At present, graphene oxide (GO), a one-atom-thick²² 2D carbon nanomaterial²³ with a honeycomb structure,²² has been used widely for the fluorescent biosensing strategy because of its excellent physical, chemical, thermal and mechanical properties.²⁴ GO, having better aqueous solubility, is also under huge investigations as a potential materials in biomedicine.²⁵ Due to the large surface area²³ and biocompatibility,²⁶ which make it possible to be loaded with many molecules via physical adsorption or chemical coupling, such as nucleic acids, proteins, and pharmaceutical molecules.²⁷ The interaction between nucleic acid and GO includes two aspects, it has been proven that GO binds to DNA through π–π stacking²⁸ interaction between the ring structures in nucleobase and the hexagonal cells of GO, and electrostatic repulsion occurs between phosphoric acid group of nucleic acid and carboxyl group of GO, so it can strongly bind single-stranded nucleic acids²⁹ but rarely adsorbs double-stranded nucleic acids or oligonucleotides.³⁰ Moreover, GO is a new nanomaterial with superior fluorescence quenching capacity,³¹ the fluorescence of the fluorophore labels of the surface adsorbed oligonucleotides can be quenched almost completely resulting in a fluorescently silent GO and single stranded oligonucleotide nanoassembly.³² Recently, a detailed investigation on the affinity difference of GO for ssDNA containing different numbers of bases in the length proved that short ssDNA had weaker affinity to GO than long ssDNA.³³ Hence, GO, as a superb nanomaterial, has great potential as a highly sensitive substrate in biosensors²⁰ for biochemical analysis.²⁴

In our experiment, ribonuclease H (RNase H) also plays an important role. RNase H is a ribonuclease,³⁴ which cleaves RNA phosphodiester bonds only when they present in an RNA–DNA heteroduplex; it does not digest the DNA in the heteroduplex, nor does it digest single- or double-stranded RNA or DNA.³⁵ Members of the RNase H family can be found virtually in all organisms, from archaea and prokaryotes to eukaryotes, as well as in many important biological processes, such as DNA replication, DNA repair, and transcription.³⁶ RNase H is also tightly associated with the retroviral reverse transcription process and drug resistance.³⁷ The specific catalytic functions of RNase H are involved in a number of important biological processes including DNA replication, DNA repair, and transcription.³⁸ More importantly, it can be used as a tool enzyme in molecular biology and biotechnology, e.g. DNA detection, removal of mRNA from an mRNA: cDNA duplex, RNA isotope labeling and specific cleavage of RNA in synthetic DNA.³⁹ In addition, there have been some reports in recent years that develop an RNase H-assisted signal amplification for the rapid and reliable detection of biomolecule.⁴⁰ Therefore, RNase H-aided signal amplification allows improved sensitivity and availability. The development of an RNase H-aided signal amplification strategy has great potential for application in aptamer-based CRP detection with improved specificity and sensitivity.

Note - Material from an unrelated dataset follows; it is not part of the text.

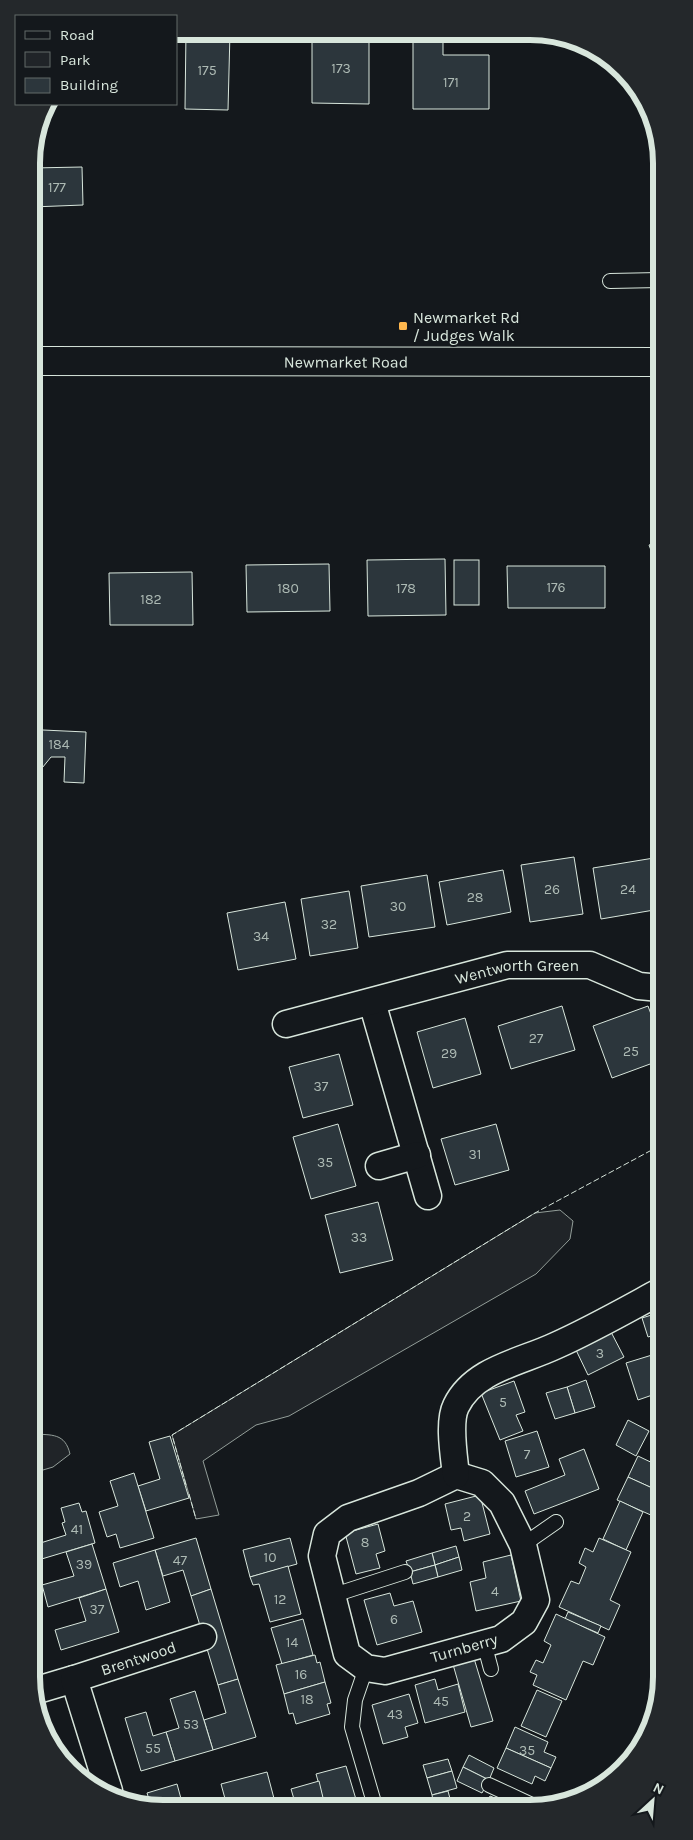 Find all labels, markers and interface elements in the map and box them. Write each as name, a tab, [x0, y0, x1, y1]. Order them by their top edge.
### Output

In this study, we combine the specificity offered by aptamer-based biosensors and the RNase H recycling single amplification to design a specific and sensitive biosensor. We develop an innovative aptamer-based method for the ultrasensitive fluorescence detection of CRP using the RNase H assisted DNA recycling amplification strategy. In this assay, in the presence of CRP, it can specifically bind to aptamer of CRP and then the DNA chain of P1 release from the Ap/P1 complexes. With the addition of the fluorescence labeled (5-FAM) RNA, P1 hybridizes with fluorescence labeled RNA to form P1/RNA double strand. When the RNase H was added, the RNA with fluorescent labeling in the double strand was specifically cut into nucleotide fragments, which cannot adsorb on the surface of the GO, so as to generate fluorescence. As a result, the reaction repeats cycles until the RNase H is consumed, and thus amplifying the fluorescence signal. Furthermore, this simple and fast amplification strategy is fast without complex steps, and provides an innovative method for detection of CRP. Our biosensor offers a rapid, sensitive and specific way⁴¹ to detect CRP, which has great potential for the diagnosis, prognosis and treatment of the disease.

2 Experimental section

2.1 Reagents and materials

The aptamer (5′-GGCAGGAAGA CAAAC ATATAATT GAGATCG TTTGATGAC TTTGTAAGAGTGTGGAATGGTCTGTGGTGCTGT-3′), DNA chain of P1 (5′-AGCACCACAGACCATTCCACACT-3′), 5-FAM labeled RNA (5′-AGUGUGGAAUGGUCUGUGGUGCU-3′) was purchased from the Takara (Dalian, China), the RNase H was obtained from the Thermo Scientific and GO was purchased from XFNANO Co. Ltd. (Nanjing, China, https://www.xfnano.com). All of the reagents were diluted to the required concentration with working buffer (20 mM Tris–HCl, 40 mM KCl, 8 mM MgCl₂, 1 mM DTT, pH 7.8) before use. The other reagents were of analytical grade and used without further purification. This study all experiments were performed in strict accordance with the relevant laws and institutional guidelines (National Health Commission of the people's Republic of China, ethical review of biomedical research involving human beings). The biological samples such as healthy human serum, urine and saliva were obtained from Affiliated Dongfeng General Hospital, Hubei University of Medicine, and approved by Dongfeng General Hospital's Ethics Committee (Shiyan, China), informed consent was obtained for any experimentation with human subjects. Ultrapure water obtained from a Millipore water purification system (18.2 MΩ cm resistivity, Milli-Q Direct 8) was used in all runs.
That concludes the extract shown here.